100 billion between late 2014 and early 2017. Independent US oil companies, which have a more leveraged business model, initially saw debt costs soar, but the availability and cost of bond financing has improved with a rebound of oil prices since early 2016 and their financial health has improved with efficiency gains. Increased interest in shale assets by large oil companies and financial pressures to reduce debt led to a series of asset sales by independents. 718 billion, with an increase in spending on networks partially offsetting a drop in power generation. China, though investment remained elevated in India. Gas-fired power investment remained strong, most of it in North America, the Middle East and North Africa where cheap gas resources are abundant.
The 10 GW of nuclear power capacity that came on line in 2016 was the highest in over 15 years, but it results from investment decision taken years ago. India and Southeast Asia, where the grid is expanding rapidly to accommodate growing demand. Impact of policies and new business models Government policies and new business models are having a profound impact on the way investment in electricity supply is funded. However, significant changes are occurring in some sectors and markets.
In wholesale markets, funding new thermal generation increasingly depends on capacity payments or other revenues beyond wholesale markets. While Europe spent the most on energy efficiency 2016, the fastest growth occurred in China, where a strengthening of energy efficiency policies is helping to reduce the energy intensity of the economy, alongside structural changes. Room for improvement in performance standards While the energy performance standards of equipment and appliances in emerging economies are gradually tightening, there is still a lot of room for improvement. 10 TWh in India alone, exacerbating peak loads.

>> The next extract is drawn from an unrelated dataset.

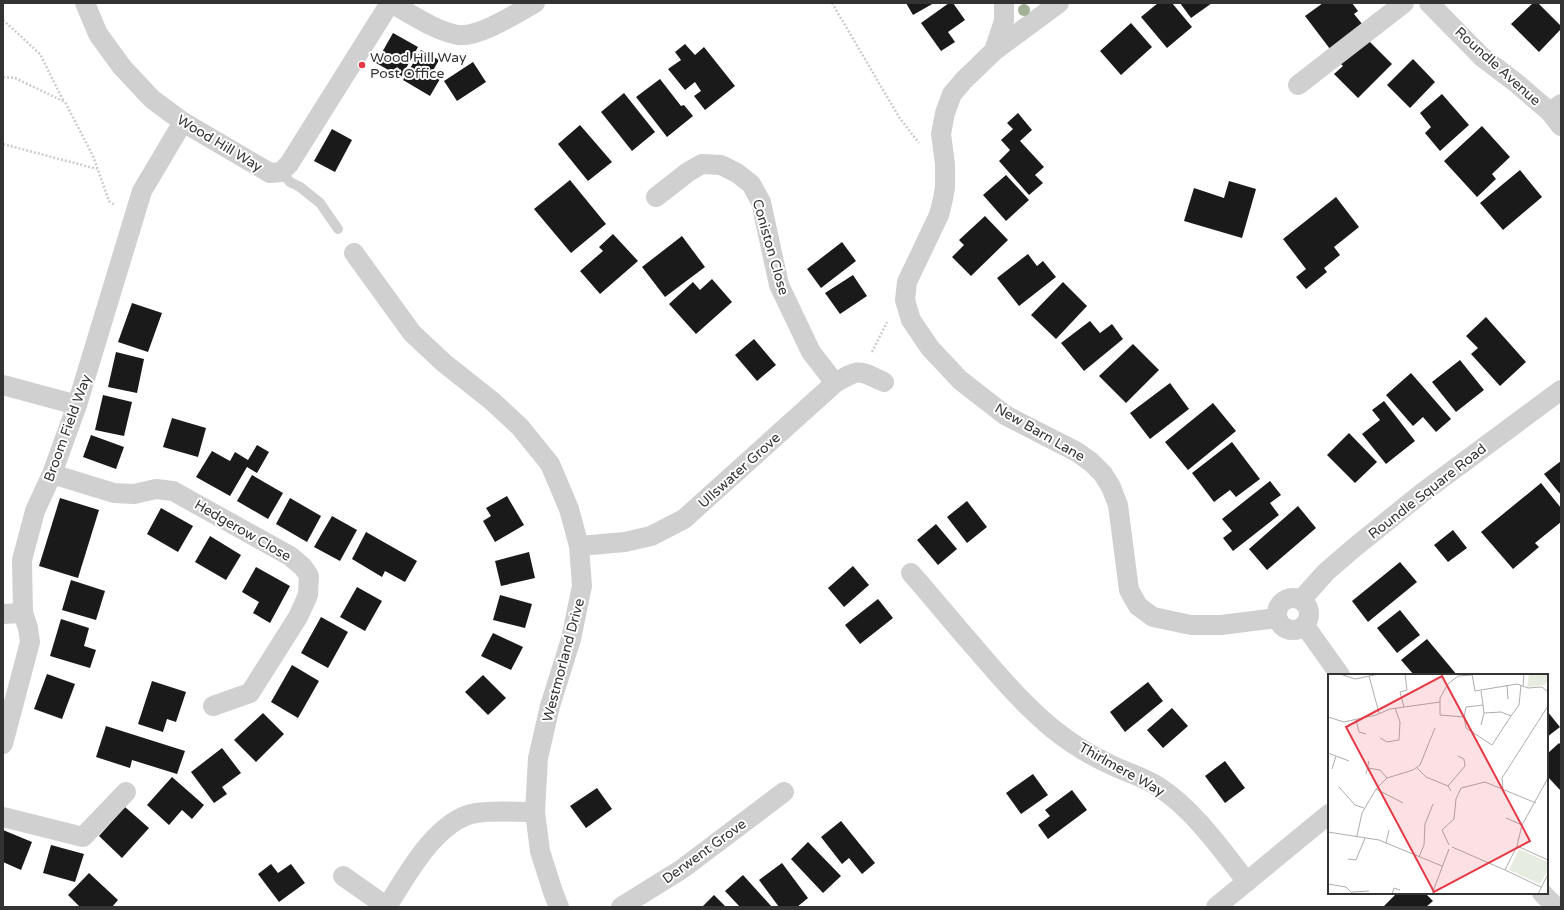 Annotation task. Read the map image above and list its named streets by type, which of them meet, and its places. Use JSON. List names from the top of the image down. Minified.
{"streets":{"street":["Roundle Avenue","Wood Hill Way","Coniston Close","Broom Field Way","New Barn Lane","Ullswater Grove","Roundle Square Road","Hedgerow Close","Westmorland Drive","Thirlmere Way","Derwent Grove"]},"crossings":[["Wood Hill Way","Broom Field Way"],["Coniston Close","Ullswater Grove"],["Broom Field Way","Hedgerow Close"],["New Barn Lane","Roundle Square Road"],["Ullswater Grove","Westmorland Drive"]],"places":["Wood Hill Way Post Office"]}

These technologies improve overall efficiency and if co-ordinated with renewables deployment could help decarbonise space heating and mobility, though so far their impact on oil and gas demand is small. The 750 000 EVs sold in 2016, another record year for EVs, are expected to reduce transport oil demand by only 0. This share has barely changed in recent years, though sources of finance are changing in some sectors. Sources of finance for the USD 1. This is largely due to the increased role of SOEs in electricity sector investment, notably in China. Productivity improvements are also unfolding for key renewable power generation technologies. A snapshot comparison of different power generation technologies suggests that renewables tend to create more upfront jobs in construction and manufacturing whereas thermal generation requires more ongoing employment in operations and fuel supply.

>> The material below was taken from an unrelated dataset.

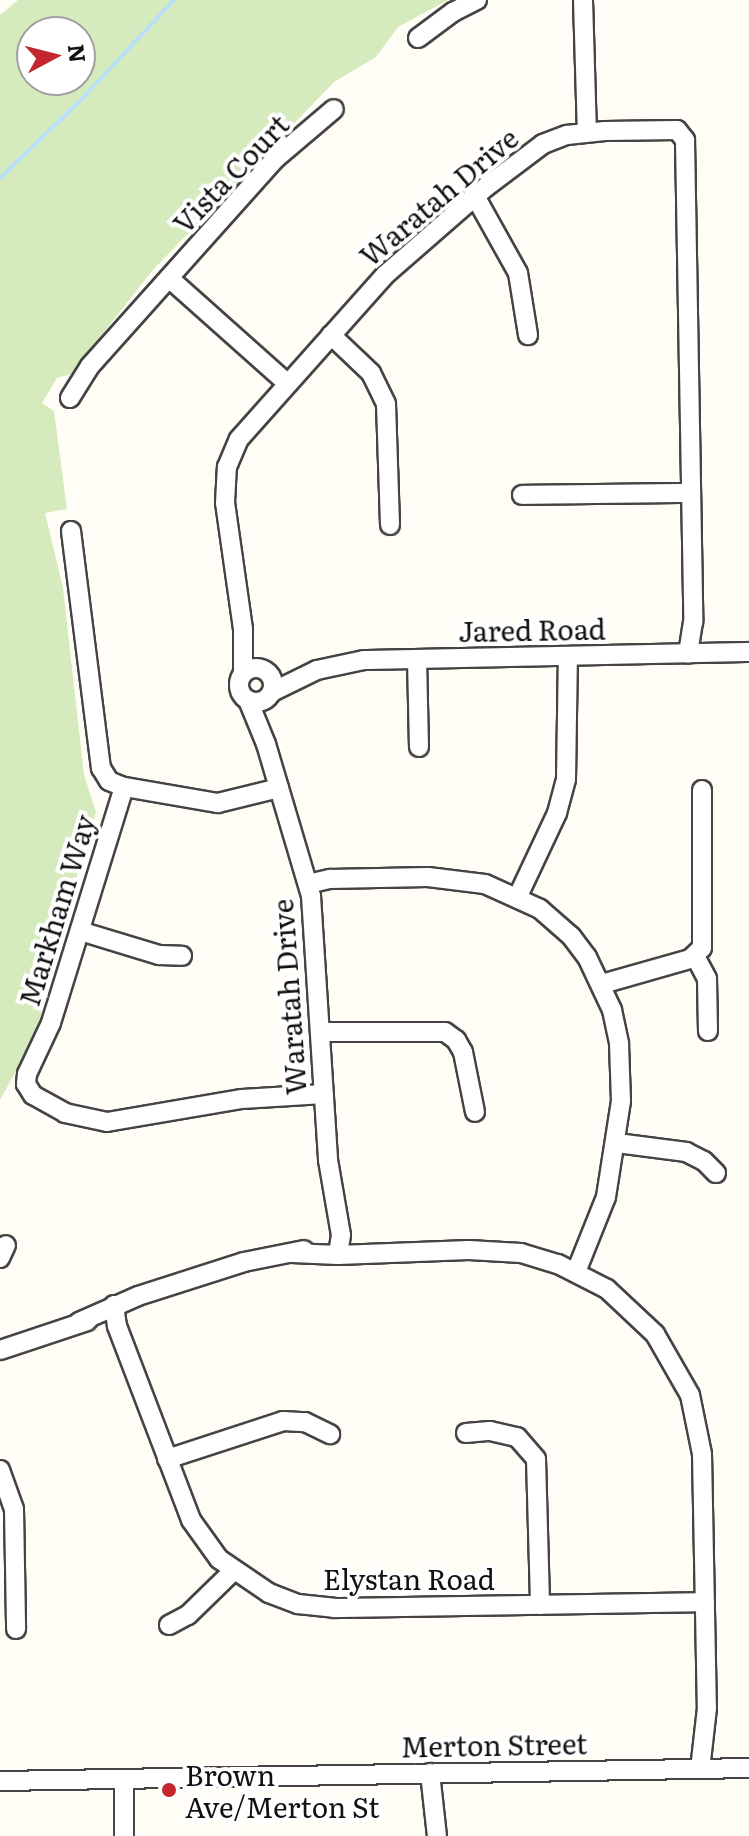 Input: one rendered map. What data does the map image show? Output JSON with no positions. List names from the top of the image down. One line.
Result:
{"streets":{"street":["Vista Court","Waratah Drive","Jared Road","Markham Way","Elystan Road","Merton Street"]},"crossings":[["Waratah Drive","Jared Road"],["Waratah Drive","Markham Way"]],"places":["Brown Ave/Merton St"],"north":"right"}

However, the impact on employment of investment in different power generation technologies is likely to be highly region-specific, partly because of the geographical mismatch between fossil fuel production and clean energy deployment as well as due to differences in the international competitiveness of relevant engineering and construction industries. Labour intensity also varies markedly across regions for the same technology. The role of digital technologies in the energy sector The future role of digital technologies for generating, handling and communicating data has taken centre stage in energy discussions. 47 billion was spent in 2016 on infrastructure and software directed towards digitalisation of the electricity sector to facilitate more flexible network operation, demand management and integration of renewable resources.